『ハケンアニメ!』に「かがみの孤城」…さわやかな“白辻村”とダークな“黒辻村”、どちらも魅力の“辻村深月ワールド”に迫る
直木賞&本屋大賞受賞作家、辻村深月が、日本のアニメ業界を舞台に、アニメ制作に情熱を注ぐ人々の熱き姿を描いたお仕事小説「ハケンアニメ!」。2012年より雑誌「anan」に連載され、2014年に単行本化。2015年に第12回本屋大賞3位入賞、2019年にはG2の脚本と演出で舞台化も果たすなど多くのファンに愛されてきた作品が、約8年の歳月を経て、ついに実写映画となって公開された。
公務員から大手アニメーション会社に転職した斎藤瞳(吉岡里帆)は、新作アニメ「サウンドバック 奏の石」(通称:「サバク」)で念願の監督デビューが決まった。だが、熱意はあるものの、経験やスキルが少ない瞳は、作品を売るためには手段を選ばないプロデューサーの行城理(柄本佑)とは衝突ばかりだ。そんな彼らの目下、最大のライバルは、瞳がアニメの世界を志すきっかけにもなった天才アニメ監督の王子千晴(中村倫也)。デビュー作が社会現象を巻き起こした王子は、プロデューサーの有科香屋子(尾野真千子)のバックアップを受けて、8年ぶりの新作「運命戦線リデルライト」(通称:「リデル」)の制作にあたっていた。同じ曜日の同じ時間に放送されることになった「サバク」と「リデル」、最も視聴者の支持を得る、すなわち“覇権(ハケン)を取る”アニメははたしてどちらの作品なのか?
監督は『水曜日が消えた』(20)で劇場長編監督デビューを果たした吉野耕平。「サバク」と「リデル」、それぞれの作品の監督&プロデューサーに扮し、味わい深いコンビネーションを見せるのは、吉岡里帆と柄本佑、中村倫也と尾野真千子という実力派キャスト2組。また、天才アニメーターの並澤和奈役に小野花梨、アニメのコラボ企画を運営する秩父市観光課職員、宗森周平役に工藤阿須加、「サバク」の主人公の声を務めるアイドル声優、群野葵役に人気声優の高野麻里佳など、多彩な顔ぶれが集まった。
圧倒的な筆力で多岐にわたるジャンルを手掛ける“エンタメ小説界の旗手”辻村深月
原作者の辻村は、2004年の「冷たい校舎の時は止まる」で第31回メフィスト賞を受賞し、作家デビュー。以降、2011年に「ツナグ」で第32回吉川英治文学新人賞、12年の「鍵のない夢を見る」で第147回直木三十五賞、18年の「かがみの孤城」で第15回本屋大賞と数々の文学賞を受賞している、いま最も勢いのある小説家の一人だ。

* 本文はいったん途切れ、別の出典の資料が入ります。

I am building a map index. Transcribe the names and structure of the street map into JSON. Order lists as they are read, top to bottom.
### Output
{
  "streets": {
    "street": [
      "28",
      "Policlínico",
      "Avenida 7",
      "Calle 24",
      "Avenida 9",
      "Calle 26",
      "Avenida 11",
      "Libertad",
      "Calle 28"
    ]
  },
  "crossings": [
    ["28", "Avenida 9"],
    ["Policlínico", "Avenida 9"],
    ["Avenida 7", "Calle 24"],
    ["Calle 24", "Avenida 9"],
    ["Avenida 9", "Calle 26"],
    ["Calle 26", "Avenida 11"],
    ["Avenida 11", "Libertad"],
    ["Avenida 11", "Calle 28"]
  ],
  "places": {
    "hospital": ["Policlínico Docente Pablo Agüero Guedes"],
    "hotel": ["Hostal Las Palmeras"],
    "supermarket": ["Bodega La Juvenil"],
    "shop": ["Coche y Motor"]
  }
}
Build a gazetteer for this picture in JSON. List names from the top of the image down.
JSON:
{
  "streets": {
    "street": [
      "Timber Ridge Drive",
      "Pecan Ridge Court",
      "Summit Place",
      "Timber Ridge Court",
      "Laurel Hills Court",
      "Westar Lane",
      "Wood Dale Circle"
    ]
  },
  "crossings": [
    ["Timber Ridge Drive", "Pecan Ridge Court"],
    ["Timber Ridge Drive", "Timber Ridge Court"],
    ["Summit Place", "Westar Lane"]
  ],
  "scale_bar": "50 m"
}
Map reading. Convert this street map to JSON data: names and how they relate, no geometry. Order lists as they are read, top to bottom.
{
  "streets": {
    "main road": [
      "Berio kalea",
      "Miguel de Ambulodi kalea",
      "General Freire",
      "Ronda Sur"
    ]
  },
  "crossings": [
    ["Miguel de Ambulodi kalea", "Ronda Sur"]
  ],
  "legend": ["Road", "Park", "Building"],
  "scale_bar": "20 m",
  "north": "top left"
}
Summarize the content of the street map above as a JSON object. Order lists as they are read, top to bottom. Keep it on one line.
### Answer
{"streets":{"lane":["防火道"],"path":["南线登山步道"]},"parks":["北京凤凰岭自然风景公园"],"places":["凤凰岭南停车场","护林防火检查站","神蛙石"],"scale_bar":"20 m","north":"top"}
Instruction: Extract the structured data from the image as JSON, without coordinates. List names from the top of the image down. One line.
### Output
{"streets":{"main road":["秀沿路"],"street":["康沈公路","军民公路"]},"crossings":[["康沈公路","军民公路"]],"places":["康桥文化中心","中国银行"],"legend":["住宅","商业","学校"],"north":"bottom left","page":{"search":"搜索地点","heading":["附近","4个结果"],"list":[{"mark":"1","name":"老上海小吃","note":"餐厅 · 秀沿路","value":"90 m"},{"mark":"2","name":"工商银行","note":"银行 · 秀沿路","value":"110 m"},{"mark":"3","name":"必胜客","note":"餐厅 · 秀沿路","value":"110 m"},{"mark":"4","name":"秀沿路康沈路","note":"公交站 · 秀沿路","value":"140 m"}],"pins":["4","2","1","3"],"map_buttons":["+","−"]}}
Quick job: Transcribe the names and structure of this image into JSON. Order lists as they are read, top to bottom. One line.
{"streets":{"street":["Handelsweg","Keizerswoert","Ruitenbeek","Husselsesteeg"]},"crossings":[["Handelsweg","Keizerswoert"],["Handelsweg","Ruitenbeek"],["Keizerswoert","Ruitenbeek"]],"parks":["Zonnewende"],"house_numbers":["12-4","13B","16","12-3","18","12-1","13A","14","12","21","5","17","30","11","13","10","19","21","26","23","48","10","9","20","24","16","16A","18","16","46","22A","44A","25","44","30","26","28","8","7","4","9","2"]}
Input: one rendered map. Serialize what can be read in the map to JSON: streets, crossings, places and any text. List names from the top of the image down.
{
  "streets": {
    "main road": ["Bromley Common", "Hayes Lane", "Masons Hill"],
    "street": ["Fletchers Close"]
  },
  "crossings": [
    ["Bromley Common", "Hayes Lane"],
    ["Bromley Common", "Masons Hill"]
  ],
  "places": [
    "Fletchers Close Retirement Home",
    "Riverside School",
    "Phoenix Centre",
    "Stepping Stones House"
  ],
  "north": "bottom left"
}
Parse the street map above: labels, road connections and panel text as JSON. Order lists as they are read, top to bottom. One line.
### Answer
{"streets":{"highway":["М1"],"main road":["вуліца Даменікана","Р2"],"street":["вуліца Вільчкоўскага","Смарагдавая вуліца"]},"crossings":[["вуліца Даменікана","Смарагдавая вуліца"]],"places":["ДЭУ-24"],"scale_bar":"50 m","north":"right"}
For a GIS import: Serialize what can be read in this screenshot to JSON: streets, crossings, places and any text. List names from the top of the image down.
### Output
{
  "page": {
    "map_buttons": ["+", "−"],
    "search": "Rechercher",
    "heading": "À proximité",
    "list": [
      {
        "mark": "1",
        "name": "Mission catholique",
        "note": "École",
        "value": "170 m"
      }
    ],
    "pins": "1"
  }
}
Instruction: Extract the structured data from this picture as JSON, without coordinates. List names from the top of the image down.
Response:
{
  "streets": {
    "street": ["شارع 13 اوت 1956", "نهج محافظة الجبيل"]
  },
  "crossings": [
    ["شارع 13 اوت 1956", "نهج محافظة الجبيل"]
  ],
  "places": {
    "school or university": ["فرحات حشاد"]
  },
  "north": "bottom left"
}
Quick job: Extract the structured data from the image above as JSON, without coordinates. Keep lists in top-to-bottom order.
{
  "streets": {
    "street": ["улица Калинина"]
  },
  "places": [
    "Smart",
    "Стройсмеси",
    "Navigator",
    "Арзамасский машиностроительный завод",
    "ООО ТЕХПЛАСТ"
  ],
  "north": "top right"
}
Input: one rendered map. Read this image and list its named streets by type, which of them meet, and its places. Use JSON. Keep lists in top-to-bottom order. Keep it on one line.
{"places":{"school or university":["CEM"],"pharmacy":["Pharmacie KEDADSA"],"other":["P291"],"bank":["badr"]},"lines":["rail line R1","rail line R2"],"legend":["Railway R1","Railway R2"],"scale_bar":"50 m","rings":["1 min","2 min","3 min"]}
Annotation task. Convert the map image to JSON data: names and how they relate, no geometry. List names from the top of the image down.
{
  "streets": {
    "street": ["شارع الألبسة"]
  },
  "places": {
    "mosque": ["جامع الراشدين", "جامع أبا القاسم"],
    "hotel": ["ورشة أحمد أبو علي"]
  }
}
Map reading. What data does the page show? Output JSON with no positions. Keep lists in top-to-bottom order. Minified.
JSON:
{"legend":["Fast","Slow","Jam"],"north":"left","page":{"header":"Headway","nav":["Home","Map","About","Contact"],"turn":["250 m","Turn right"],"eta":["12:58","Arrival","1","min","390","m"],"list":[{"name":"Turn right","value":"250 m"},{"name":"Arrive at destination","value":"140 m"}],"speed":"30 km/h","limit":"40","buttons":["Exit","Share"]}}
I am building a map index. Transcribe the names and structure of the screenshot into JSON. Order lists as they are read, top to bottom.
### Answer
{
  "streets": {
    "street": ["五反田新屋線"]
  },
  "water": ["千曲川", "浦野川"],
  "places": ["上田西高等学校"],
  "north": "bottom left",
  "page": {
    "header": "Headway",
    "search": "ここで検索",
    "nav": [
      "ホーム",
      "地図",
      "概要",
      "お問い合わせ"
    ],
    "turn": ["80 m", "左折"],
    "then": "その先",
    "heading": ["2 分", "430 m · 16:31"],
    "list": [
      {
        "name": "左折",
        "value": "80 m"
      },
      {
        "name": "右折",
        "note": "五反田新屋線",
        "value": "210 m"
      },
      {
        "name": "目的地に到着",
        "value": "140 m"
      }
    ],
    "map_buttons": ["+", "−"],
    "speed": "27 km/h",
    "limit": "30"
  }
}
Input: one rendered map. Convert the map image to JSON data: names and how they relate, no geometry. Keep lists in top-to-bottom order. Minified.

そのほかのおもな著書をざっと振り返るだけでも、「凍りのくじら」「ぼくのメジャースプーン」「スロウハイツの神様」「ゼロ、ハチ、ゼロ、ナナ。」「本日は大安なり」「オーダーメイド殺人クラブ」「島はぼくらと」「闇祓」などなど、デビューから現在にいたるまで、とにかく精力的に作品を発表し続けている。最新作は、今回の映画化を機に刊行された「ハケンアニメ!」のスピンオフ小説集「レジェンドアニメ!」だ。
“エンタメ小説界の旗手”といわれる辻村のすごさは、なんといっても、有無をいわせぬ圧倒的な筆力を武器に、ミステリー、ホラー、青春、コメディ、恋愛、ファンタジーなど、長編、短編を問わず、あらゆるジャンルの作品を手掛けていることである。初期の頃、ミステリー色の強い青春もので、若い世代の心をグッとつかんだ後は、新たな作品を発表するたびに、ぐんぐんと世界を広げていき、中高年の大人まで幅広い読者層を獲得してきた。
さらに辻村ファンは、数多くの作品群を、人間が抱く黒い感情や孤独感を描いたダークな雰囲気の“黒辻村”と、温かくてさわやかな読後感のある“白辻村”とに分類し、自分の好みに合わせて愛読している。こうした楽しみ方ができるのも、作風が多岐にわたる辻村作品ならでは。どんな人も必ず好きになる1冊が見つかる作家だ。また、登場人物たちのリアルな心情描写に定評があり、彼らにどれほどつらい出来事が起こったとしても、ラストには未来にほのかな光を感じさせてくれるものが多いことも辻村作品の魅力である。